Per un fatto di buona creanza e, amore di sintesi sostituisca al mio “foto/vaccate” il termine foto/sofisticazioni. Il significato non cambia!
Una grande artista fotografa, tale Francesca Woodman, dimettendosi dalla vita a soli 23 anni, non ha avuto il tempo di essere …. coerente.
Ora, faccia il gioco cattivo di dover buttare giù dalla torre la Skoglund o la Woodman. E mi faccia conoscere la sua opzione. Cordialmente.

2 Commenti

  1. Questione spinosa quella di voler definire i concetti di arte e di artista. Non in tutte le epoche e non in tutte le culture le parole “arte” ed “artista” hanno il significato odierno. Nel greco antico “arte” si diceva “techné”, nel medioevo si dividevano le arti in arti del Trivio (grammatica, retorica e dialettica) ed arti del Quadrivio (aritmetica, geometria, astronomia e musica), la produzione manuale era considerata artigianato e non arte.
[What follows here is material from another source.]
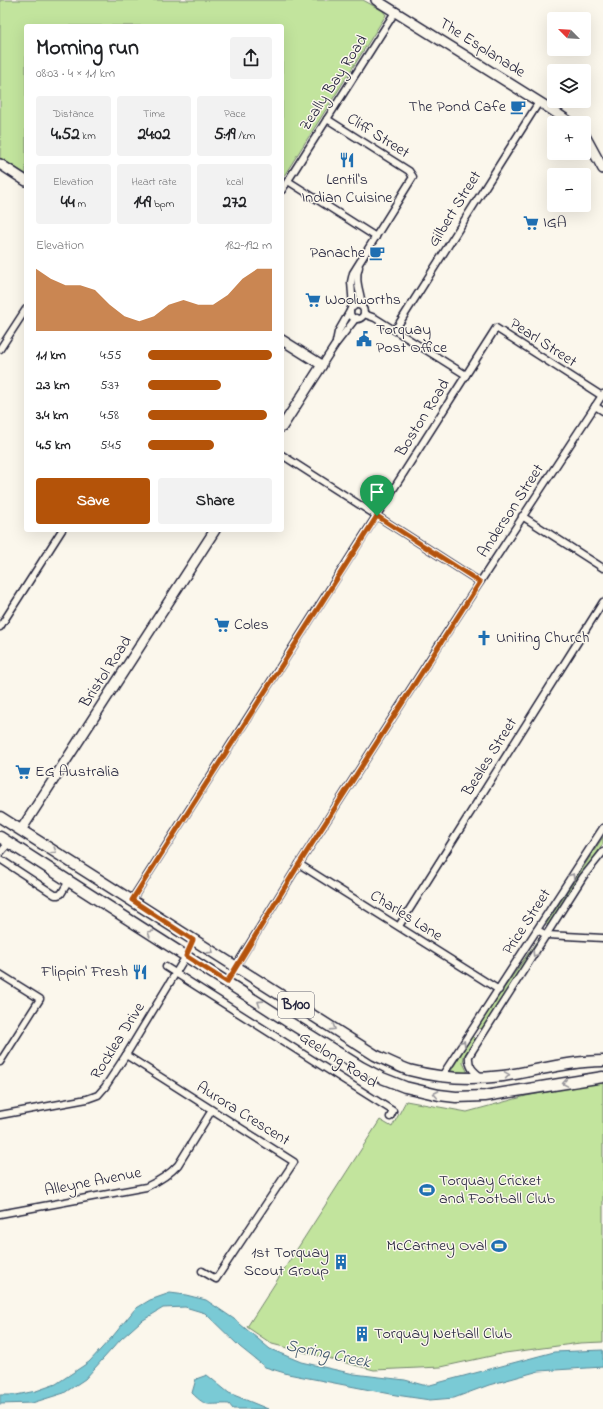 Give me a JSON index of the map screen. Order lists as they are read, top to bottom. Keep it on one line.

Poi in epoca moderna è nato in concetto di “kunstwollen”, o volontà artistica, per cui tutto ciò che l’artista fa è da considerarsi arte. In realtà, tutto ciò che l’uomo fa, è da considerarsi arte. Arte è tutto ciò che viene accettato come tale da tre categorie precise di persone: i critici, i galleristi, ed i collezionisti. Indipendentemente dal valore intrinseco dell’opera. Valore per il quale non esiste una unità di misura universalmente riconosciuta, valore che comunque è destinato a variare nel tempo, così come cambiano i gusti, le convenzioni, la morale, etc. In fotografia, come in qualsiasi altra arte, occorre tenere presente tutto questo, prima di appiccicare etichette e di esprimere giudizi definitivi.

  2. Non amo questo tipo di congegni. Se ci tiene, per quanto ho cercato di esprimere, non avrei necessità di scegliere alcuna tra le due. Grazie.